The Reactionary Mind
Sunday Review / International New York Times | 23 April 2016
Ross Douthat |
OVER the last year, America’s professional intelligentsia has been placed under the microscope in several interesting ways.
First, a group of prominent social psychologists released a paper
quantifying and criticizing their field’s overwhelming left-wing tilt.
Then Jonathan Haidt, one of the paper’s co-authors, highlighted research
showing that the entire American academy has become more left-wing since the 1990s. Then finally a new book by two conservative political scientists, “Passing on the Right: Conservative Professors in the Progressive University,”
offered a portrait of how right-wing academics make their way in a
left-wing milieu. (The answer: very carefully, and more carefully than
in the past.)
Meanwhile, over the same period, there has been a spate of media attention for the online movement known as “neoreaction,” which in its highbrow form offers a monarchist critique of egalitarianism and mass democracy, and in its popular form is mostly racist pro-Trump Twitter accounts and anti-P.C. provocateurs.
I
suspect these two phenomena are connected — the official
intelligentsia’s permanent and increasing leftward tilt, and the appeal
of explicitly reactionary ideas to a strange crew of online autodidacts.
For
its opportunistic fans, neoreaction just offers a pretentious
justification for white male chauvinism and Trump worship. But the void
that it aspires to fill is real: In American intellectual life there
isn’t a far-right answer to tenured radicalism, or a genuinely
reactionary style.
Our
intelligentsia obviously does have a conservative wing, mostly
clustered in think tanks rather than on campuses. But little of this
conservatism really deserves the name reaction. What liberals
attack as “reactionary” on the American right is usually just a
nostalgia for the proudly modern United States of the Eisenhower or
Reagan eras — the effective equivalent of liberal nostalgia for the
golden age of labor unions. A truly reactionary vision has to reject
more than just the Great Society or Roe v. Wade; it has to cut deeper,
to the very roots of the modern liberal order.

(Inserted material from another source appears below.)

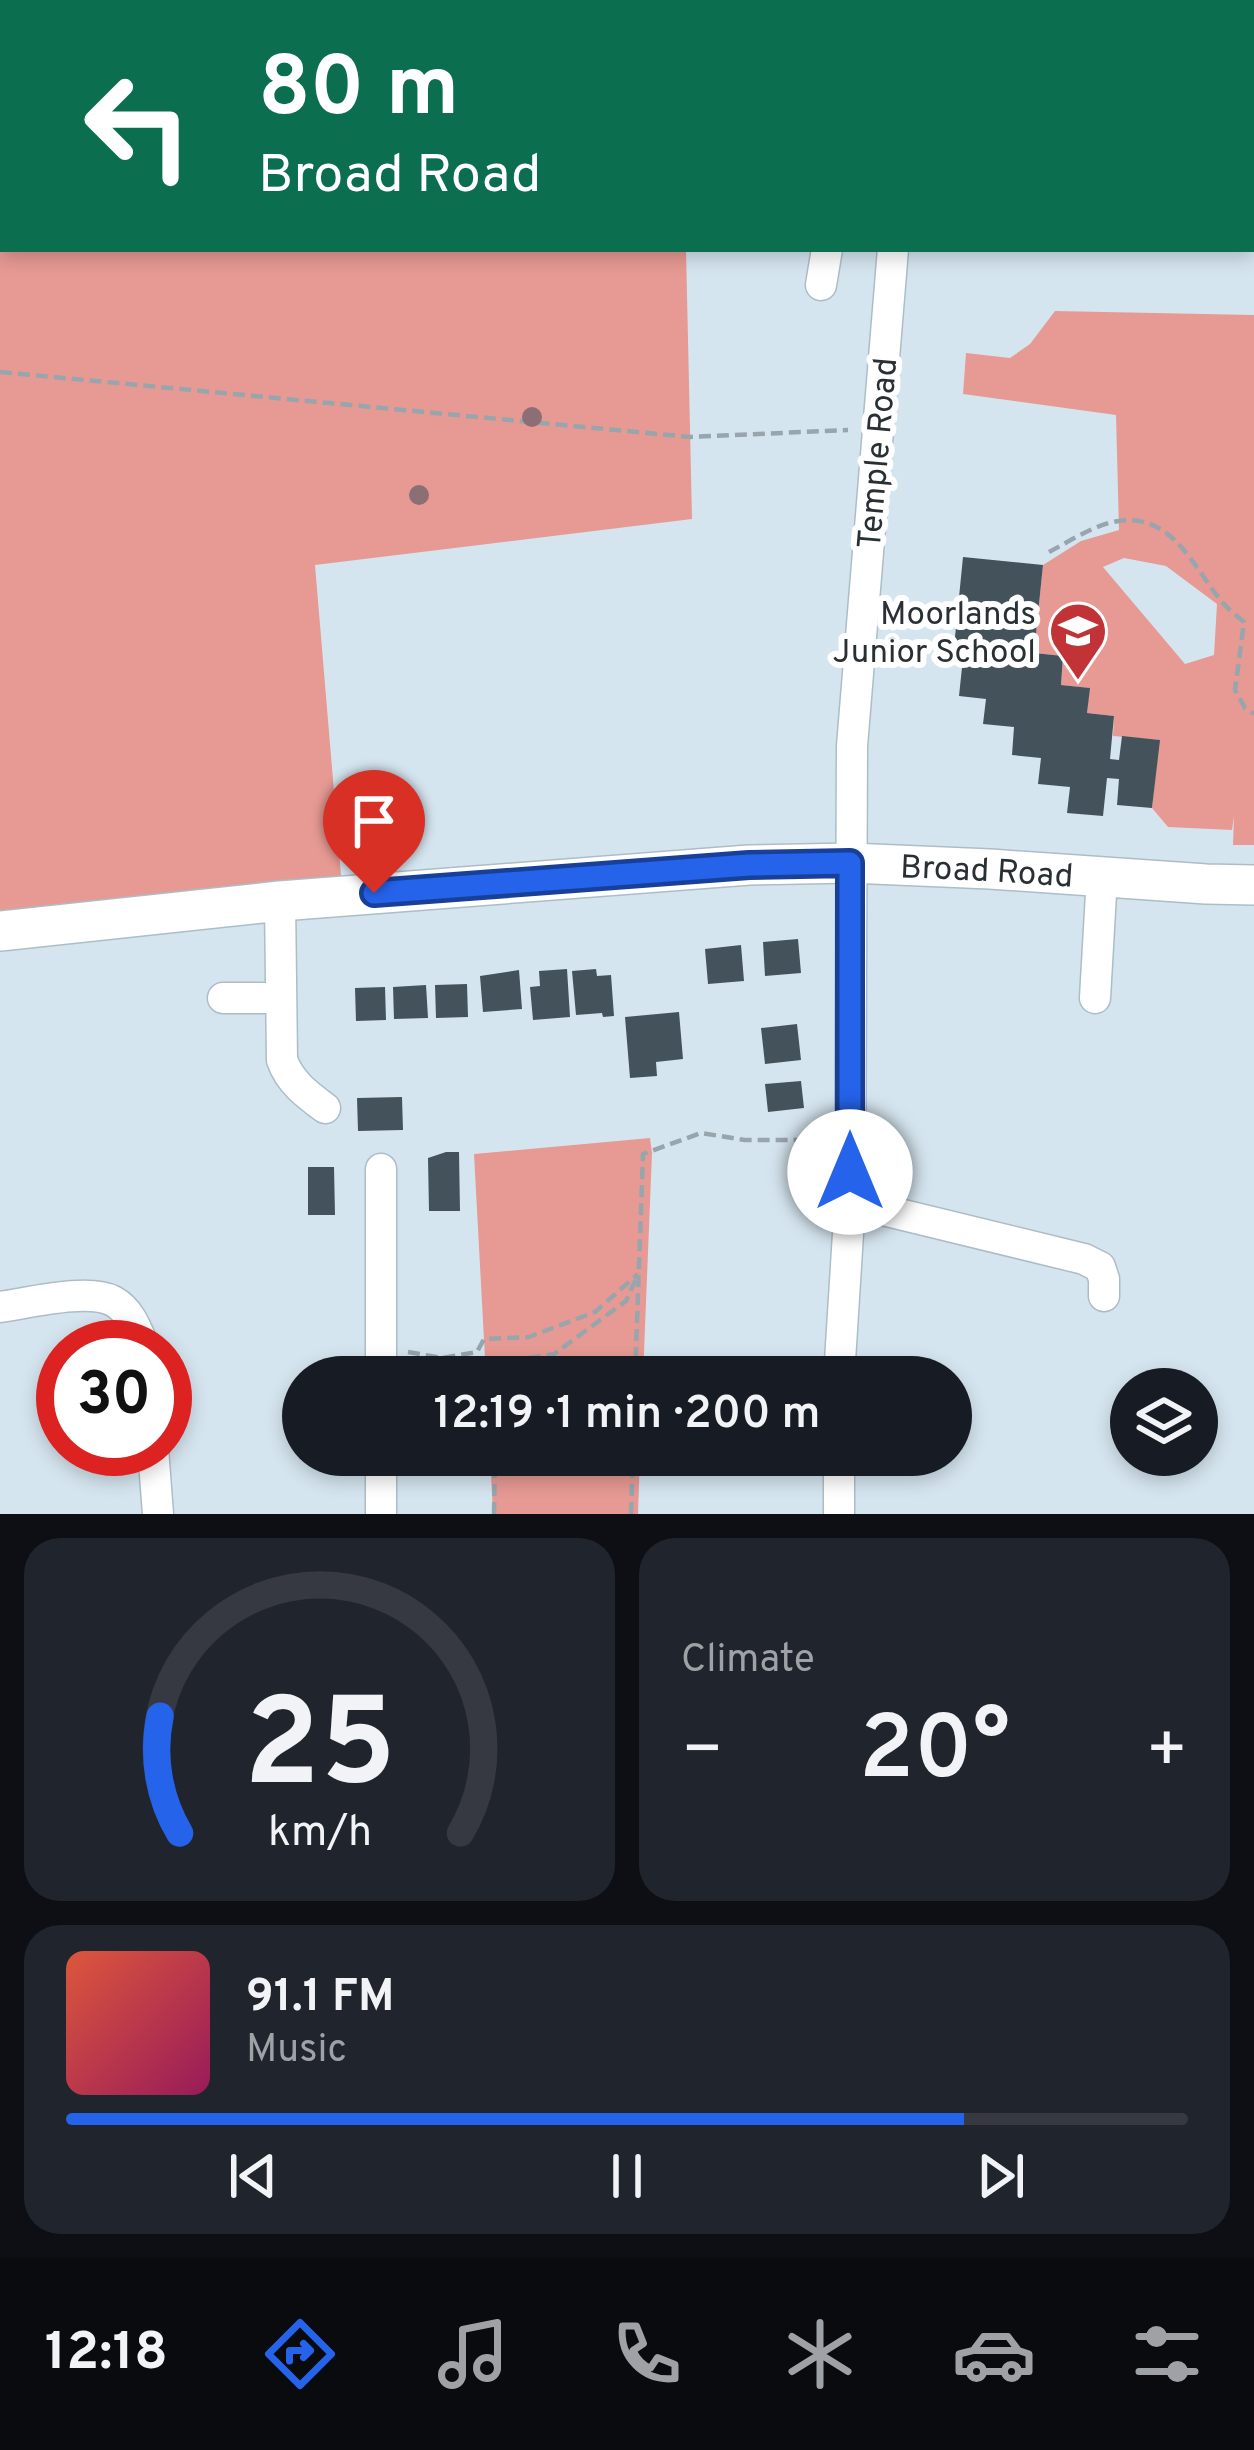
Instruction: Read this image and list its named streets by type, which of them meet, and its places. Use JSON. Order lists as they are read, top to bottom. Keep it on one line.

Such deep critiques of our society abound in academia; they’re just almost all on the left. A few true reactionaries haunt the political philosophy departments at Catholic universities and publish in paleoconservative journals. But mostly the academy has Marxists but not Falangists, Jacobins but not Jacobites, sexual and economic and ecological utopians but hardly ever a throne-and-altar Joseph de Maistre acolyte. And almost no academic who writes on, say, Thomas Carlyle or T. S. Eliot or Rudyard Kipling would admit to any sympathy for their politics.
Which
is, in a sense, entirely understandable: Those politics were frequently
racist and anti-Semitic, the reactionary style gave aid and comfort not
only to fascism but to Hitler, and in the American context the closest
thing to a reactionary order was the slave-owning aristocracy of the
South. From the perspective of the mainstream left, much reactionary
thought should be taboo; from the perspective of the sensible
center, the absence of far-right equivalents of Michel Foucault or
Slavoj Zizek probably seems like no great loss.
But
while reactionary thought is prone to real wickedness, it also contains
real insights. (As, for the record, does Slavoj Zizek — I think.)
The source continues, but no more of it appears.